REQUIREMENT:
Present the following entries again, word for word and in full.
—————
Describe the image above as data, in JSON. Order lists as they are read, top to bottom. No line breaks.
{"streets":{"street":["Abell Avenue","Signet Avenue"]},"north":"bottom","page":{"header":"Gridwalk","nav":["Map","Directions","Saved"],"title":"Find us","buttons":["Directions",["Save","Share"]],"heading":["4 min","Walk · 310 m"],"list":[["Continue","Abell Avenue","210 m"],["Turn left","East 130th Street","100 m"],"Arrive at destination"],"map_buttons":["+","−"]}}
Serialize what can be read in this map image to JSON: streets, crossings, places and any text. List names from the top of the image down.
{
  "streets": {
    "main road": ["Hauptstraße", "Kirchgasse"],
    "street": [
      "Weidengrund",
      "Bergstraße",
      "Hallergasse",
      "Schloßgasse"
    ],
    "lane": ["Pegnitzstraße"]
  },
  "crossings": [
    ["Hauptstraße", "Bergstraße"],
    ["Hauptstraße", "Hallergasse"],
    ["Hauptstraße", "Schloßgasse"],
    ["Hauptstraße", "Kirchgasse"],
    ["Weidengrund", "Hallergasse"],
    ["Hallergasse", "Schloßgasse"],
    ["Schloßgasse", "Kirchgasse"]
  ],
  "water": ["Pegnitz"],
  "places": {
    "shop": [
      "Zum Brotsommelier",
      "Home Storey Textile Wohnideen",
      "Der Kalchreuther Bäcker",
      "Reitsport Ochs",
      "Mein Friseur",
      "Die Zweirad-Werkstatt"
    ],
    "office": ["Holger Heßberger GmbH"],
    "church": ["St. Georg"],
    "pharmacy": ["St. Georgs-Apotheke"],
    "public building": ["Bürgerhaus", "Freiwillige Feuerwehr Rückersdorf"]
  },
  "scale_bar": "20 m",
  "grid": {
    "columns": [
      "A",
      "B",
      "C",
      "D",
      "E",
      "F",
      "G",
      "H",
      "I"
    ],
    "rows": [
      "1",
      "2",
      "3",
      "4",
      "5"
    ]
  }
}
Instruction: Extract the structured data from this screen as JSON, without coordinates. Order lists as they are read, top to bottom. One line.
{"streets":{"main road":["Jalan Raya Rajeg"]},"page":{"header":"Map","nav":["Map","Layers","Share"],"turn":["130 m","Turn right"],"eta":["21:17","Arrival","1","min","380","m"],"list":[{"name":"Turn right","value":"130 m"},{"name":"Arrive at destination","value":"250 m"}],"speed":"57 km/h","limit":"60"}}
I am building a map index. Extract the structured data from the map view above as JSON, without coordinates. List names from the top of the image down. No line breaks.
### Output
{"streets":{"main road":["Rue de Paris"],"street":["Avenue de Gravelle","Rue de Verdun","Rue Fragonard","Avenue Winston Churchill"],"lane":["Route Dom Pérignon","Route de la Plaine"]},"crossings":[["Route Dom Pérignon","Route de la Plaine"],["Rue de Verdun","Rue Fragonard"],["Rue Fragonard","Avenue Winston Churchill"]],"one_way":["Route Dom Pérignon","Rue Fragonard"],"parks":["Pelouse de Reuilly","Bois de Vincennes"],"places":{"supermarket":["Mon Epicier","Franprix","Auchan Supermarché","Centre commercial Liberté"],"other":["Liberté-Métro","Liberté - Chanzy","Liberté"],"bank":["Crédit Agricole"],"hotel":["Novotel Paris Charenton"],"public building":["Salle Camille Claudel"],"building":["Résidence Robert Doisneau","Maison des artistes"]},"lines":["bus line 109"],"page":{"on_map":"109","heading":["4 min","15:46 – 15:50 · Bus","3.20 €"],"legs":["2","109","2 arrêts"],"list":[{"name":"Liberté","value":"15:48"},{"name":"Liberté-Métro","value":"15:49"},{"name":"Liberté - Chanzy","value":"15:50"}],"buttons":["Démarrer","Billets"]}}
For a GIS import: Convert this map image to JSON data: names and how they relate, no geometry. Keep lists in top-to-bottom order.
—————
RESULT BELOW:
Describe the image above as data, in JSON. Order lists as they are read, top to bottom. No line breaks.
{"streets":{"street":["Abell Avenue","Signet Avenue"]},"north":"bottom","page":{"header":"Gridwalk","nav":["Map","Directions","Saved"],"title":"Find us","buttons":["Directions",["Save","Share"]],"heading":["4 min","Walk · 310 m"],"list":[["Continue","Abell Avenue","210 m"],["Turn left","East 130th Street","100 m"],"Arrive at destination"],"map_buttons":["+","−"]}}
Serialize what can be read in this map image to JSON: streets, crossings, places and any text. List names from the top of the image down.
{
  "streets": {
    "main road": ["Hauptstraße", "Kirchgasse"],
    "street": [
      "Weidengrund",
      "Bergstraße",
      "Hallergasse",
      "Schloßgasse"
    ],
    "lane": ["Pegnitzstraße"]
  },
  "crossings": [
    ["Hauptstraße", "Bergstraße"],
    ["Hauptstraße", "Hallergasse"],
    ["Hauptstraße", "Schloßgasse"],
    ["Hauptstraße", "Kirchgasse"],
    ["Weidengrund", "Hallergasse"],
    ["Hallergasse", "Schloßgasse"],
    ["Schloßgasse", "Kirchgasse"]
  ],
  "water": ["Pegnitz"],
  "places": {
    "shop": [
      "Zum Brotsommelier",
      "Home Storey Textile Wohnideen",
      "Der Kalchreuther Bäcker",
      "Reitsport Ochs",
      "Mein Friseur",
      "Die Zweirad-Werkstatt"
    ],
    "office": ["Holger Heßberger GmbH"],
    "church": ["St. Georg"],
    "pharmacy": ["St. Georgs-Apotheke"],
    "public building": ["Bürgerhaus", "Freiwillige Feuerwehr Rückersdorf"]
  },
  "scale_bar": "20 m",
  "grid": {
    "columns": [
      "A",
      "B",
      "C",
      "D",
      "E",
      "F",
      "G",
      "H",
      "I"
    ],
    "rows": [
      "1",
      "2",
      "3",
      "4",
      "5"
    ]
  }
}
Instruction: Extract the structured data from this screen as JSON, without coordinates. Order lists as they are read, top to bottom. One line.
{"streets":{"main road":["Jalan Raya Rajeg"]},"page":{"header":"Map","nav":["Map","Layers","Share"],"turn":["130 m","Turn right"],"eta":["21:17","Arrival","1","min","380","m"],"list":[{"name":"Turn right","value":"130 m"},{"name":"Arrive at destination","value":"250 m"}],"speed":"57 km/h","limit":"60"}}
I am building a map index. Extract the structured data from the map view above as JSON, without coordinates. List names from the top of the image down. No line breaks.
### Output
{"streets":{"main road":["Rue de Paris"],"street":["Avenue de Gravelle","Rue de Verdun","Rue Fragonard","Avenue Winston Churchill"],"lane":["Route Dom Pérignon","Route de la Plaine"]},"crossings":[["Route Dom Pérignon","Route de la Plaine"],["Rue de Verdun","Rue Fragonard"],["Rue Fragonard","Avenue Winston Churchill"]],"one_way":["Route Dom Pérignon","Rue Fragonard"],"parks":["Pelouse de Reuilly","Bois de Vincennes"],"places":{"supermarket":["Mon Epicier","Franprix","Auchan Supermarché","Centre commercial Liberté"],"other":["Liberté-Métro","Liberté - Chanzy","Liberté"],"bank":["Crédit Agricole"],"hotel":["Novotel Paris Charenton"],"public building":["Salle Camille Claudel"],"building":["Résidence Robert Doisneau","Maison des artistes"]},"lines":["bus line 109"],"page":{"on_map":"109","heading":["4 min","15:46 – 15:50 · Bus","3.20 €"],"legs":["2","109","2 arrêts"],"list":[{"name":"Liberté","value":"15:48"},{"name":"Liberté-Métro","value":"15:49"},{"name":"Liberté - Chanzy","value":"15:50"}],"buttons":["Démarrer","Billets"]}}
For a GIS import: Convert this map image to JSON data: names and how they relate, no geometry. Keep lists in top-to-bottom order.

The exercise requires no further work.